RECORD EXCERPTS —

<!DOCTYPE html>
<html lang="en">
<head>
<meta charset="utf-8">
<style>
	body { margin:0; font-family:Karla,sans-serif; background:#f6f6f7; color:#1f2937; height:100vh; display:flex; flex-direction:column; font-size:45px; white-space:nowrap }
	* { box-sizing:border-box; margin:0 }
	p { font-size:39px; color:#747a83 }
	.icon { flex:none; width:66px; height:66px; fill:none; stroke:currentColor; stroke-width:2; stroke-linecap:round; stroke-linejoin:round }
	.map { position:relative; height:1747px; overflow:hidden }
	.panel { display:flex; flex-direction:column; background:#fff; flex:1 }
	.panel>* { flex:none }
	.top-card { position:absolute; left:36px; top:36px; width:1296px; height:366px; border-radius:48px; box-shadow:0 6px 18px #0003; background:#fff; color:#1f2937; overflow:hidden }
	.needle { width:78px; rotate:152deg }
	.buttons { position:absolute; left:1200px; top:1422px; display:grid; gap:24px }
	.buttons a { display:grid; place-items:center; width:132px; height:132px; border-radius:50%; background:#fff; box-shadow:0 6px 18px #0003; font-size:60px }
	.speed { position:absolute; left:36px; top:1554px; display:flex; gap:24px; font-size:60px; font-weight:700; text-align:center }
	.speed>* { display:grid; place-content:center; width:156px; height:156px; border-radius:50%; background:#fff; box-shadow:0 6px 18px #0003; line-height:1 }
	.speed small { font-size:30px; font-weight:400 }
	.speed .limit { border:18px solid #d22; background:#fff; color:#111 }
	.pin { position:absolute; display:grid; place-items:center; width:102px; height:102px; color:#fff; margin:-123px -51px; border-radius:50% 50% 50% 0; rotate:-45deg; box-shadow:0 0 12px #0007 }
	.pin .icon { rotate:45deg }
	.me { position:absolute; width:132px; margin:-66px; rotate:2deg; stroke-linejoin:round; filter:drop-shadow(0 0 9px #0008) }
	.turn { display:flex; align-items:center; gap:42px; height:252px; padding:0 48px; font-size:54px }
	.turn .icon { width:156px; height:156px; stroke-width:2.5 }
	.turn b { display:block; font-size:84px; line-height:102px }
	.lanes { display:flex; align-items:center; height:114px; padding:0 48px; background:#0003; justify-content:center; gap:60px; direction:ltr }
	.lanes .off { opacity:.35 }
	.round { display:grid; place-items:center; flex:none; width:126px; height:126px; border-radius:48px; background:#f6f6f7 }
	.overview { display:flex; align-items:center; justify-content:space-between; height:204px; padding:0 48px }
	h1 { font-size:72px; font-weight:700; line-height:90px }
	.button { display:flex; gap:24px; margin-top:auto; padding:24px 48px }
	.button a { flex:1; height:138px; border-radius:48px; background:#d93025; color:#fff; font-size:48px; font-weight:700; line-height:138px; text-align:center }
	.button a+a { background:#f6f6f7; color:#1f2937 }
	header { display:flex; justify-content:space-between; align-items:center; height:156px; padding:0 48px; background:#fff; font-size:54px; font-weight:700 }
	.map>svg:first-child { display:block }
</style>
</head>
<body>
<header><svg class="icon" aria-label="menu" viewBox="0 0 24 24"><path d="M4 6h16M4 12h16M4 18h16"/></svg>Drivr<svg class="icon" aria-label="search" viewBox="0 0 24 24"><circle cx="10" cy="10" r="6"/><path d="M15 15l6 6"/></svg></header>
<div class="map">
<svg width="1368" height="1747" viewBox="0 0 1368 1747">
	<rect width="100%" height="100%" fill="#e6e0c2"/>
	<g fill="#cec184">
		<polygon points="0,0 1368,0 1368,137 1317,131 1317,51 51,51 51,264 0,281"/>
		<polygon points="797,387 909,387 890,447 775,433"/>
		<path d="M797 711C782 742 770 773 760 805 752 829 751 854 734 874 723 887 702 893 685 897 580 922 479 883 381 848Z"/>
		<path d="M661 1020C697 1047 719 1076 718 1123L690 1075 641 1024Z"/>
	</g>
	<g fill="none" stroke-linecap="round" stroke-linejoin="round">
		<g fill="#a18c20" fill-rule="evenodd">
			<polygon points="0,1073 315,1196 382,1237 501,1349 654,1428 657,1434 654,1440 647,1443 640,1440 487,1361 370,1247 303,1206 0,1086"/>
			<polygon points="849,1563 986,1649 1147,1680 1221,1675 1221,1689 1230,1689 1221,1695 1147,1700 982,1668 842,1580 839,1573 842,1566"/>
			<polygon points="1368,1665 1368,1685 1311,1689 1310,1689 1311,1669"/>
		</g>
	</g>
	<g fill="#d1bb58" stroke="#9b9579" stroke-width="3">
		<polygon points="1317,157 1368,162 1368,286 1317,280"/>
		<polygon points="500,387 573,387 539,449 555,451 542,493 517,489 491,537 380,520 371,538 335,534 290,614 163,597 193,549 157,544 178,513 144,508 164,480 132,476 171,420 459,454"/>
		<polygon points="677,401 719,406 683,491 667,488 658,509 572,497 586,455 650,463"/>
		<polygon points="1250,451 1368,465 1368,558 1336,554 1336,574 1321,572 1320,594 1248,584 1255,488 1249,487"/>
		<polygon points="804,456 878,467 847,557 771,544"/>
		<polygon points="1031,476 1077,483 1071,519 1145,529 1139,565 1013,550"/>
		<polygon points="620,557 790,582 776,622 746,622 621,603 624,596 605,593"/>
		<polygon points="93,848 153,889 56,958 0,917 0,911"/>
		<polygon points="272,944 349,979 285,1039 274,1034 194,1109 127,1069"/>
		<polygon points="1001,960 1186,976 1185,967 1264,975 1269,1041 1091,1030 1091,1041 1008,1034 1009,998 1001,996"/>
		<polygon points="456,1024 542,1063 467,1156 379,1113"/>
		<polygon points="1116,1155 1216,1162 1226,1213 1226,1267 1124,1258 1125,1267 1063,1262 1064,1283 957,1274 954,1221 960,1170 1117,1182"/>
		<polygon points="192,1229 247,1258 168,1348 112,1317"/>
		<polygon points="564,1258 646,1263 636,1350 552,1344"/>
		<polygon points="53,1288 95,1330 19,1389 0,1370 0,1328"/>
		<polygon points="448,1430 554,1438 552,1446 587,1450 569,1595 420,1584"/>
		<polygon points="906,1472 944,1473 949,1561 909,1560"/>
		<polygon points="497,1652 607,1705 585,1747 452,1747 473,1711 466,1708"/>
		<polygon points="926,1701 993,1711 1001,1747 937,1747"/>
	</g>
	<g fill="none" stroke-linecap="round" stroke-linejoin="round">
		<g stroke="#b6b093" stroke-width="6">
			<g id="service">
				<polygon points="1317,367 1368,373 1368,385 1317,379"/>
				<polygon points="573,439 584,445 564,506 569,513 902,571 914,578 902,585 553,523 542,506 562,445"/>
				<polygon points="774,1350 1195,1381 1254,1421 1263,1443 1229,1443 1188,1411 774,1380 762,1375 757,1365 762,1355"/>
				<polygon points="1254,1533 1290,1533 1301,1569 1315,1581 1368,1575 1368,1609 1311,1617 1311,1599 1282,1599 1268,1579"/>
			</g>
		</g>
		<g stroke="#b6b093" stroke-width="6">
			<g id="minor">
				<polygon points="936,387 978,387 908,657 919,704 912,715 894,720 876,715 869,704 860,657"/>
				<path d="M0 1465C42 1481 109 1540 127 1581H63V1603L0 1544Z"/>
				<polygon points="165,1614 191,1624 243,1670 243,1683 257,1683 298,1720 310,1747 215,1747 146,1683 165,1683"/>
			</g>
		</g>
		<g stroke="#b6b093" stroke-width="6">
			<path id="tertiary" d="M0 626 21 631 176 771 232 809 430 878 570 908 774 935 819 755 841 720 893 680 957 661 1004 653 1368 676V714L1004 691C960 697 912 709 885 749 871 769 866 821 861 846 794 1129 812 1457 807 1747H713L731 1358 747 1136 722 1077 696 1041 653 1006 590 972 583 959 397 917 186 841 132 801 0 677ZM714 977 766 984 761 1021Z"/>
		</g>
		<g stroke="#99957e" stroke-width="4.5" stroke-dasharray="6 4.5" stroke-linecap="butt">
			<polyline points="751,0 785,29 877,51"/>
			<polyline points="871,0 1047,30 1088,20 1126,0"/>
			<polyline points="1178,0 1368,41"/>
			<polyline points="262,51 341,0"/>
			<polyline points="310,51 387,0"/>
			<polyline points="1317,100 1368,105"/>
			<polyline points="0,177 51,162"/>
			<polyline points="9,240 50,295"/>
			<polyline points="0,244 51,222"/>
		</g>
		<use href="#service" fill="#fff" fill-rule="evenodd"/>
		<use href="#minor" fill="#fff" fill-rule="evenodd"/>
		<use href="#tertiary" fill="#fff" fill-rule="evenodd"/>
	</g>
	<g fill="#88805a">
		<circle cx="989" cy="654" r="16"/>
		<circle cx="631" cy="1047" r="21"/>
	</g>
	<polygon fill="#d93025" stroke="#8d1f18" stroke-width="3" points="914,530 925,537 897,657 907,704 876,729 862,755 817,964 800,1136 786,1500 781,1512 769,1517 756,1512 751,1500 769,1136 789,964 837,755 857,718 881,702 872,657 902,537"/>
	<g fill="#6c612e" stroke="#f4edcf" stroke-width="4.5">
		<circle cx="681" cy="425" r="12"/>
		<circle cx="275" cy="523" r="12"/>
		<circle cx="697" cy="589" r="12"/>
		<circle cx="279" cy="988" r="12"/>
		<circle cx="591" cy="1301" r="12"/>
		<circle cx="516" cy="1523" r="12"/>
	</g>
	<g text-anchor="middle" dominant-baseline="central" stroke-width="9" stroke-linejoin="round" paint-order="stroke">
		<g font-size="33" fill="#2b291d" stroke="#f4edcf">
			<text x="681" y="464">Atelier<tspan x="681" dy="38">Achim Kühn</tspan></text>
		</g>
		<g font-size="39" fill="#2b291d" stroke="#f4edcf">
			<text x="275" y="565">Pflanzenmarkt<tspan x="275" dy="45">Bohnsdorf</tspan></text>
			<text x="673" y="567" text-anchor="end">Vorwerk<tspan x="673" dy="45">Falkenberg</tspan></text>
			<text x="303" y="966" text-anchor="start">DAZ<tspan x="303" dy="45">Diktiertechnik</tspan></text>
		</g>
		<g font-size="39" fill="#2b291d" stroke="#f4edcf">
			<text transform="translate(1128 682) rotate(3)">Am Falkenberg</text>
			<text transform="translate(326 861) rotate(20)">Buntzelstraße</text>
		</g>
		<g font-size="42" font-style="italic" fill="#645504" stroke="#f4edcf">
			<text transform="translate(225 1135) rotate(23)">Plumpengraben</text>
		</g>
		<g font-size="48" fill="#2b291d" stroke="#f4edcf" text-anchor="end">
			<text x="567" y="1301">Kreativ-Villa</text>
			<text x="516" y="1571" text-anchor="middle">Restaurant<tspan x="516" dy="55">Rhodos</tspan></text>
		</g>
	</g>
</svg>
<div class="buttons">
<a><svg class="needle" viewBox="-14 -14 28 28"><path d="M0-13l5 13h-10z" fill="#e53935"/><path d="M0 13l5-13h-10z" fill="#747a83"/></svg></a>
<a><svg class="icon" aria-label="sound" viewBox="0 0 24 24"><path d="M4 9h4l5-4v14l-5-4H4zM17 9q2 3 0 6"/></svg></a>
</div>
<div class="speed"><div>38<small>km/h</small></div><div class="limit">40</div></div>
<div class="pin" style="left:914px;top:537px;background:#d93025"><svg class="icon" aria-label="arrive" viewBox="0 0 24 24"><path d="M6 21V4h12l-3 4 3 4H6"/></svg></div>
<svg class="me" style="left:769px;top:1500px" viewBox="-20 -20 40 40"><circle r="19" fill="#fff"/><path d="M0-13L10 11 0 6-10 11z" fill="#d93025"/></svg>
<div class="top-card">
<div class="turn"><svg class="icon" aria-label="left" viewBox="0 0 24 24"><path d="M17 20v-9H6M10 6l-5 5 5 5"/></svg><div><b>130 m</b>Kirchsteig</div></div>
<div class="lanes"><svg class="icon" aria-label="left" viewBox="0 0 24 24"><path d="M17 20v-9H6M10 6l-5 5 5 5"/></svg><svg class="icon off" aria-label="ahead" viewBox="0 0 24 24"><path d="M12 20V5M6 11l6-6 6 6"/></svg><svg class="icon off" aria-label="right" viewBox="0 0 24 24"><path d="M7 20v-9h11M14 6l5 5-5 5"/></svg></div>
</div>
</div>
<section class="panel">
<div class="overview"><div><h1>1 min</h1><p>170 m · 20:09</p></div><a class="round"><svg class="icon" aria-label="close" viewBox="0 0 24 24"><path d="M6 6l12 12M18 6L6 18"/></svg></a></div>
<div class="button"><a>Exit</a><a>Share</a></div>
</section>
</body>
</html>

WORK TASK —
Report the count, and only the count, of lines in the records above that contain "small".

SOLUTION TO THIS EXERCISE —
2